[[ Data shown open ]]

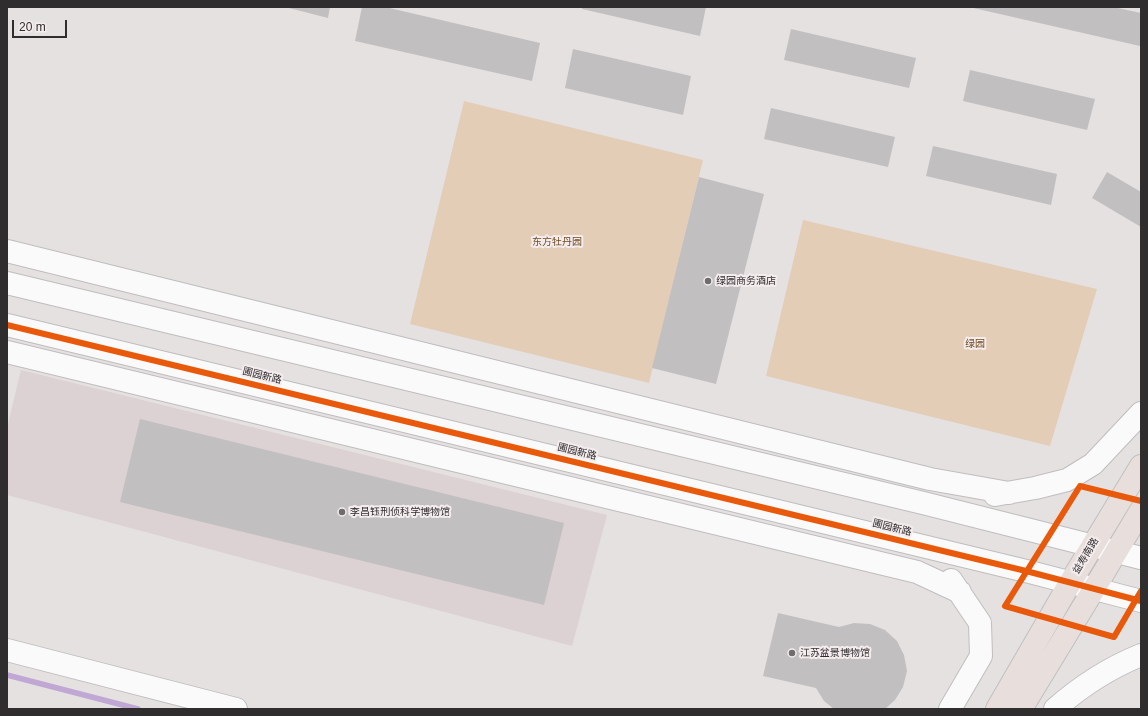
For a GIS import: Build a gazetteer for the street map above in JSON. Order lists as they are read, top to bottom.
{
  "streets": {
    "main road": ["益寿南路"],
    "street": ["圃园新路"]
  },
  "crossings": [
    ["圃园新路", "益寿南路"]
  ],
  "parks": ["东方牡丹园", "绿园"],
  "places": ["绿园商务酒店", "李昌钰刑侦科学博物馆", "江苏盆景博物馆"],
  "scale_bar": "20 m"
}
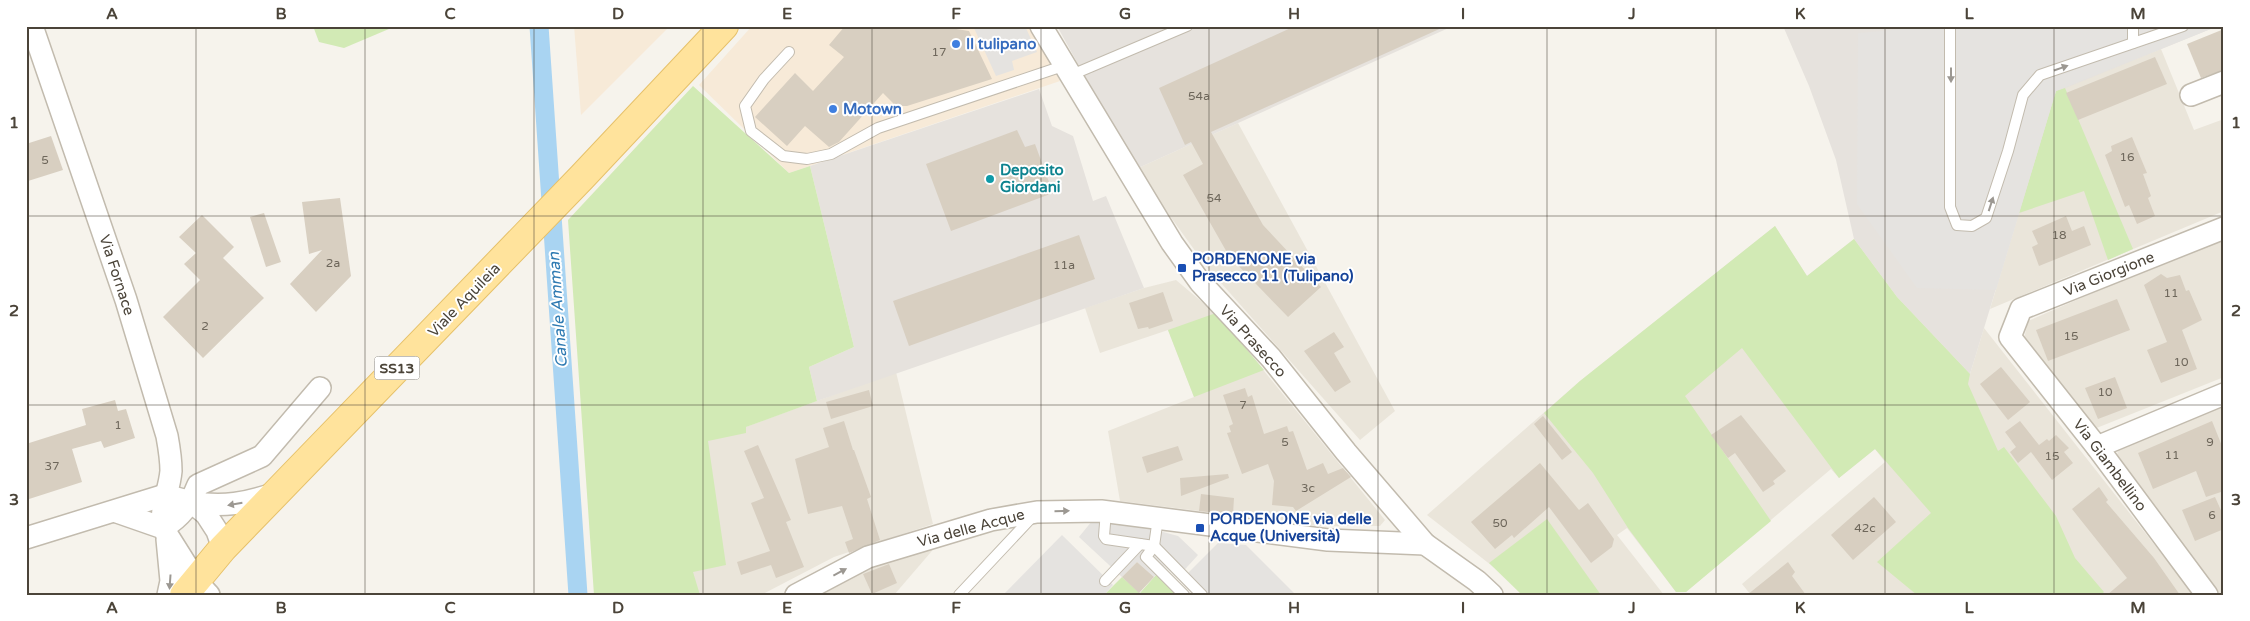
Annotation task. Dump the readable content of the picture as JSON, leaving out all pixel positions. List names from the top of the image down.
{
  "streets": {
    "main road": ["Viale Aquileia", "SS13"],
    "street": [
      "Via Giorgione",
      "Via Fornace",
      "Via Prasecco",
      "Via Giambellino",
      "Via delle Acque"
    ]
  },
  "crossings": [
    ["Via Giorgione", "Via Giambellino"],
    ["Via Prasecco", "Via delle Acque"]
  ],
  "one_way": ["Via delle Acque"],
  "water": ["Canale Amman"],
  "places": {
    "other": ["Il tulipano", "Motown", "Deposito Giordani"],
    "transit": ["PORDENONE via Prasecco 11 (Tulipano)", "PORDENONE via delle Acque (Università)"]
  },
  "house_numbers": [
    "17",
    "54a",
    "16",
    "5",
    "54",
    "18",
    "2a",
    "11a",
    "11",
    "2",
    "15",
    "10",
    "10",
    "7",
    "1",
    "5",
    "9",
    "11",
    "15",
    "37",
    "3c",
    "6",
    "50",
    "42c"
  ],
  "grid": {
    "columns": [
      "A",
      "B",
      "C",
      "D",
      "E",
      "F",
      "G",
      "H",
      "I",
      "J",
      "K",
      "L",
      "M"
    ],
    "rows": ["1", "2", "3"]
  }
}
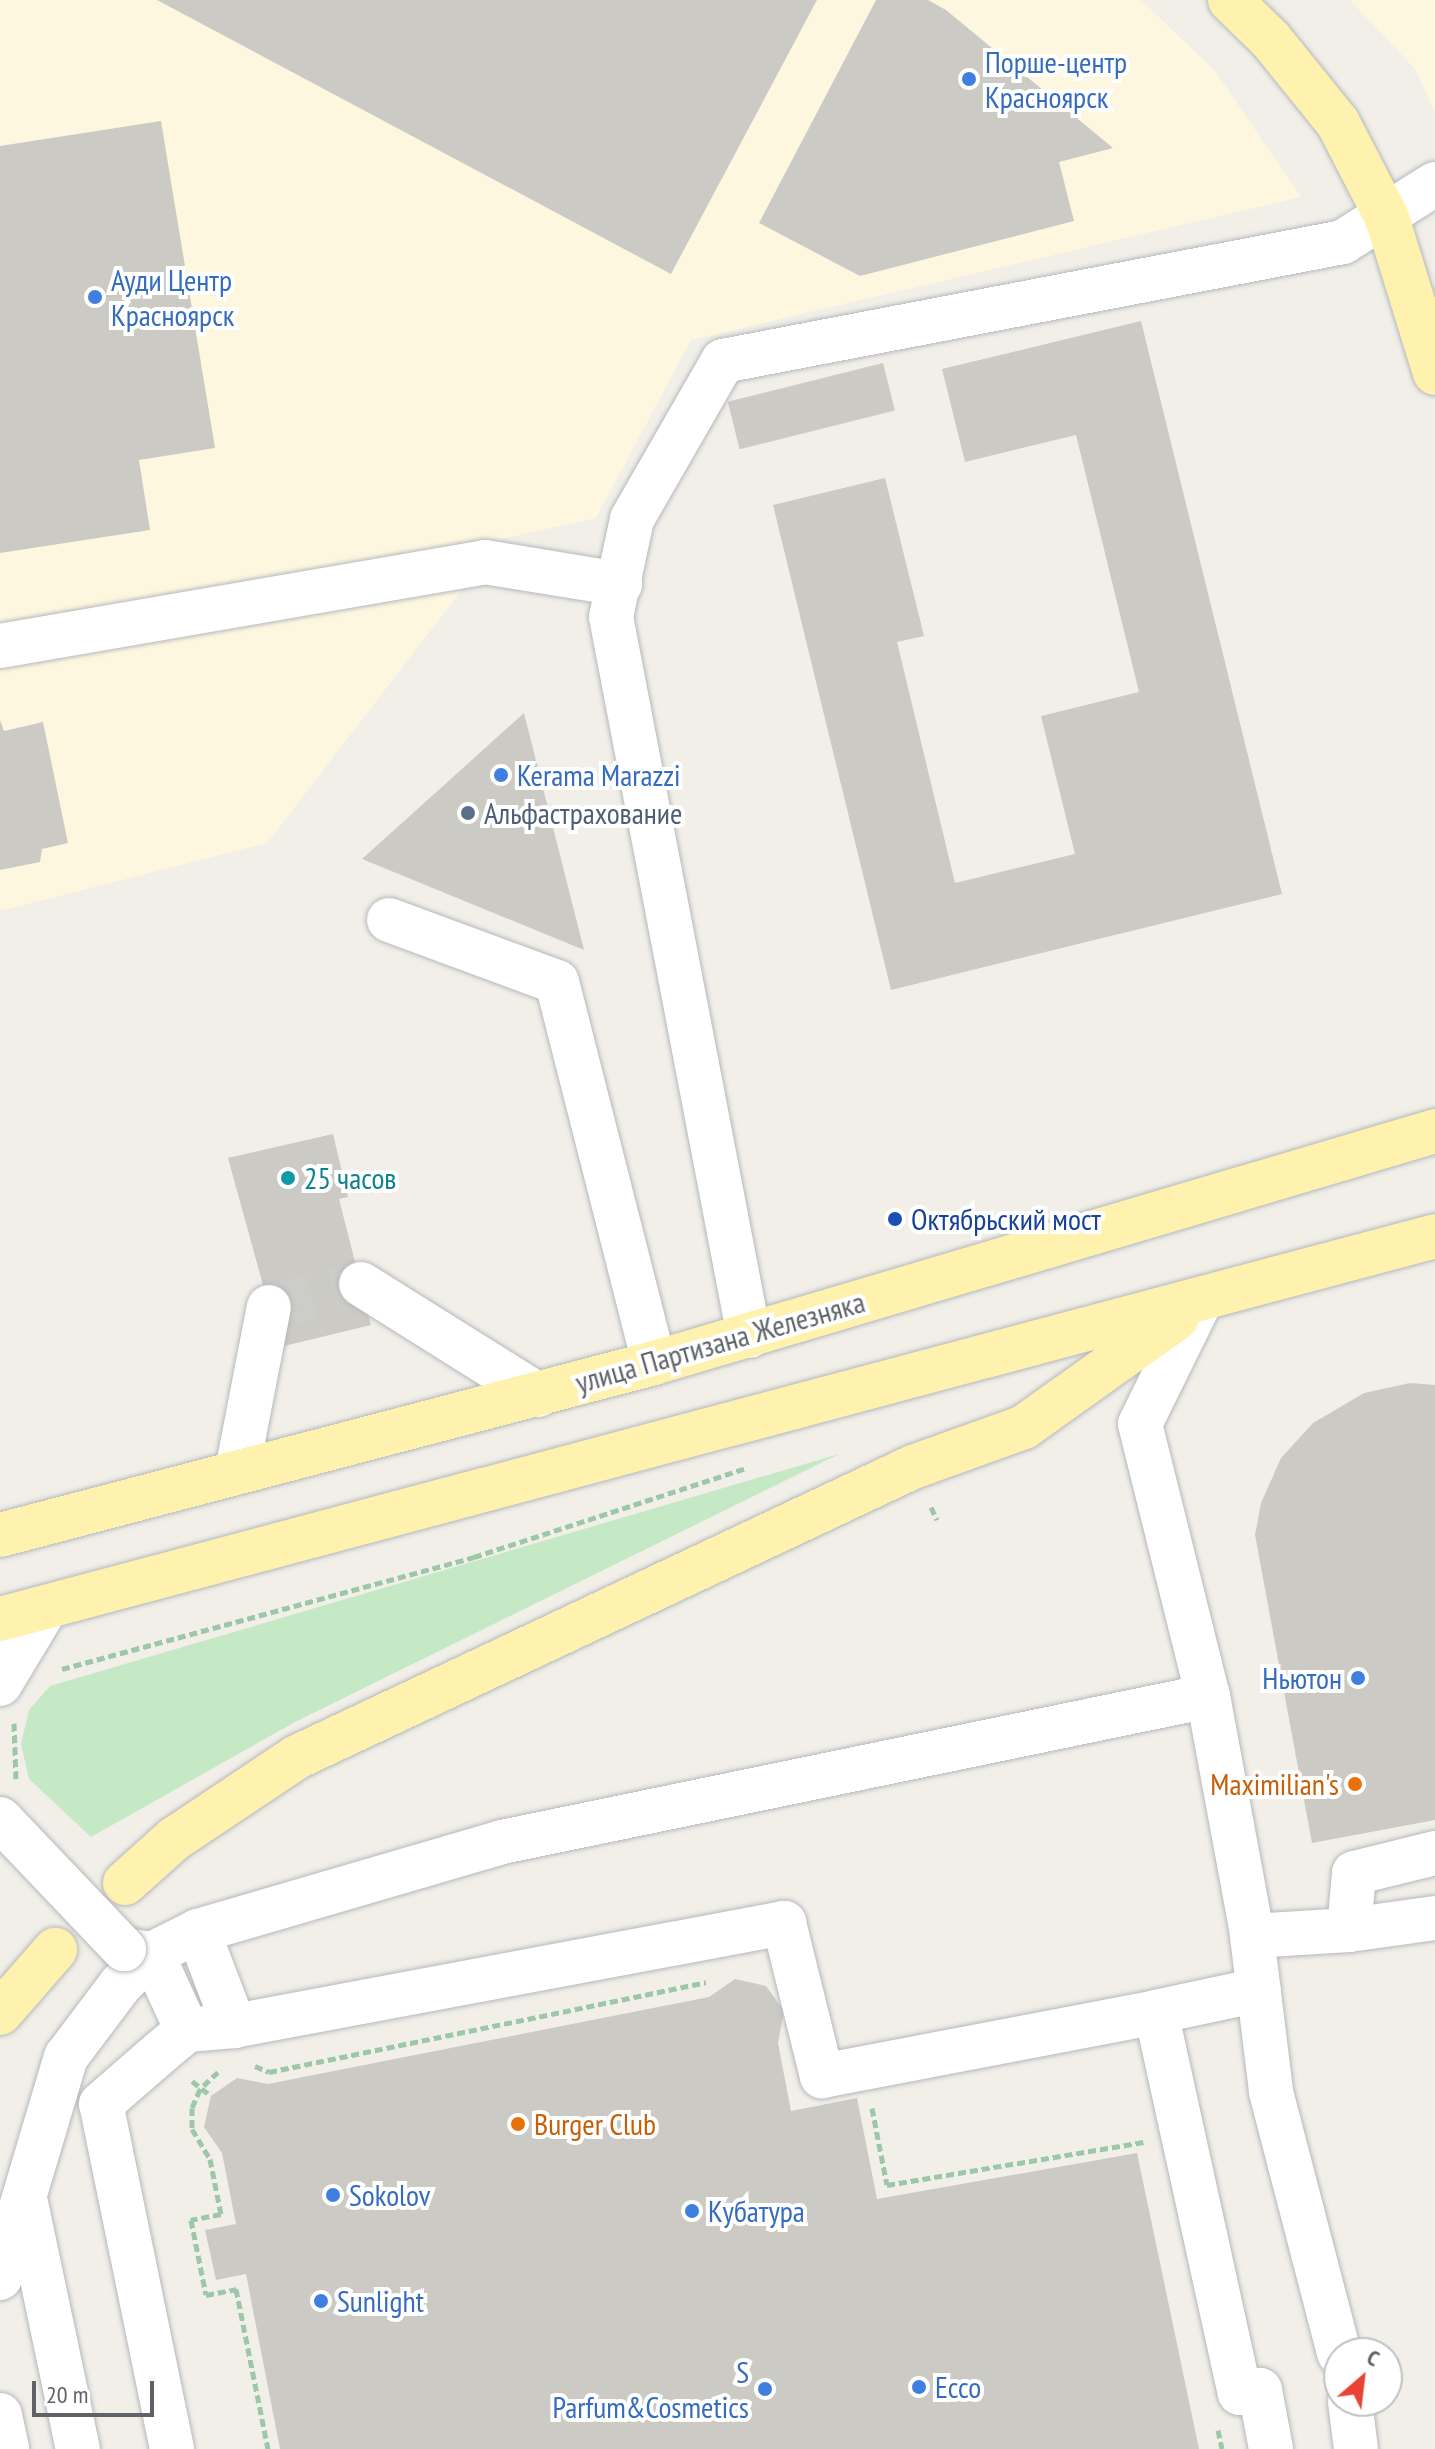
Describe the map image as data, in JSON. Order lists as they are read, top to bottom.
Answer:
{
  "streets": {
    "main road": ["улица Партизана Железняка"]
  },
  "places": [
    "Порше-центр Красноярск",
    "Ауди Центр Красноярск",
    "Kerama Marazzi",
    "Альфастрахование",
    "25 часов",
    "Октябрьский мост",
    "Ньютон",
    "Maximilian's",
    "Burger Club",
    "Sokolov",
    "Кубатура",
    "Sunlight",
    "Ecco",
    "S Parfum&Cosmetics"
  ],
  "scale_bar": "20 m",
  "north": "top right"
}
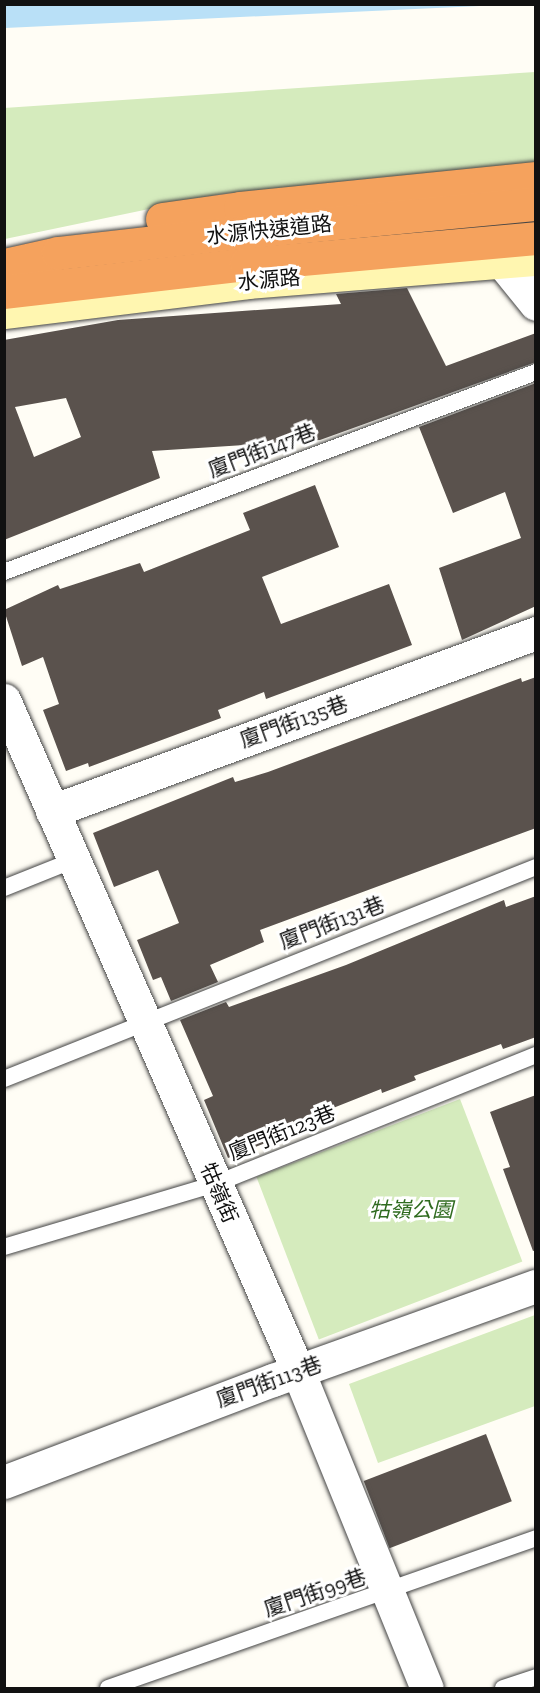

[[ Data shown closed ]]

**What is expected:** Your task is to retype all the entries exactly and leave out any pictures.

**Output for this task:**
For a GIS import: Build a gazetteer for the street map above in JSON. Order lists as they are read, top to bottom.
{
  "streets": {
    "main road": ["益寿南路"],
    "street": ["圃园新路"]
  },
  "crossings": [
    ["圃园新路", "益寿南路"]
  ],
  "parks": ["东方牡丹园", "绿园"],
  "places": ["绿园商务酒店", "李昌钰刑侦科学博物馆", "江苏盆景博物馆"],
  "scale_bar": "20 m"
}
Annotation task. Dump the readable content of the picture as JSON, leaving out all pixel positions. List names from the top of the image down.
{
  "streets": {
    "main road": ["Viale Aquileia", "SS13"],
    "street": [
      "Via Giorgione",
      "Via Fornace",
      "Via Prasecco",
      "Via Giambellino",
      "Via delle Acque"
    ]
  },
  "crossings": [
    ["Via Giorgione", "Via Giambellino"],
    ["Via Prasecco", "Via delle Acque"]
  ],
  "one_way": ["Via delle Acque"],
  "water": ["Canale Amman"],
  "places": {
    "other": ["Il tulipano", "Motown", "Deposito Giordani"],
    "transit": ["PORDENONE via Prasecco 11 (Tulipano)", "PORDENONE via delle Acque (Università)"]
  },
  "house_numbers": [
    "17",
    "54a",
    "16",
    "5",
    "54",
    "18",
    "2a",
    "11a",
    "11",
    "2",
    "15",
    "10",
    "10",
    "7",
    "1",
    "5",
    "9",
    "11",
    "15",
    "37",
    "3c",
    "6",
    "50",
    "42c"
  ],
  "grid": {
    "columns": [
      "A",
      "B",
      "C",
      "D",
      "E",
      "F",
      "G",
      "H",
      "I",
      "J",
      "K",
      "L",
      "M"
    ],
    "rows": ["1", "2", "3"]
  }
}
Describe the map image as data, in JSON. Order lists as they are read, top to bottom.
Answer:
{
  "streets": {
    "main road": ["улица Партизана Железняка"]
  },
  "places": [
    "Порше-центр Красноярск",
    "Ауди Центр Красноярск",
    "Kerama Marazzi",
    "Альфастрахование",
    "25 часов",
    "Октябрьский мост",
    "Ньютон",
    "Maximilian's",
    "Burger Club",
    "Sokolov",
    "Кубатура",
    "Sunlight",
    "Ecco",
    "S Parfum&Cosmetics"
  ],
  "scale_bar": "20 m",
  "north": "top right"
}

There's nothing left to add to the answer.